TCP Socket error when connection is lost

Perry_Paolantonio · November 4, 2021, 8:58pm

How would I catch a lost connection in a TCP socket? The error code for this appears to be 102. The documentation says:

You will get this error if the remote side disconnects (whether its forcibly- by pulling their ethernet cable out of the computer), or gracefully (by calling SocketCore’s Close method). This may or not be a true error situation. If the remote side closed the connection, then it is not truly an error; it’s just a status indication.

But if I have an open connection and then turn the server off, my client still seems to think it’s connected. In the Error event handler for the client I have the following code:

var msg as string = err.ErrorNumber.ToString
ClearCoreAlerts.AddText ( msg )

This should print the error message to a text area where I can see it was raised.

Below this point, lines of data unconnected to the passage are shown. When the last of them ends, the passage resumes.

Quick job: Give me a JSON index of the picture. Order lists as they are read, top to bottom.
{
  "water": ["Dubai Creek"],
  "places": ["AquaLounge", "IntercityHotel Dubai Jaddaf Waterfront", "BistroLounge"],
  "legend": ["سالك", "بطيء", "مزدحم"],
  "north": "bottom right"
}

But when I turn the server off and wait, and wait, and wait (for many minutes), it’s never raised. If I send a command, it’s just being sent into the ether.

What do I need to do in this situation to know that the connection has been broken?

Arnaud_N · November 5, 2021, 10:21am

It looks like the server just stops processing things but stays connected…
What’s your “server”?

Perry_Paolantonio · November 5, 2021, 11:02am

It’s a Teknic Clearcore microcontroller. I am physically cutting the power to it so the server is completely dead.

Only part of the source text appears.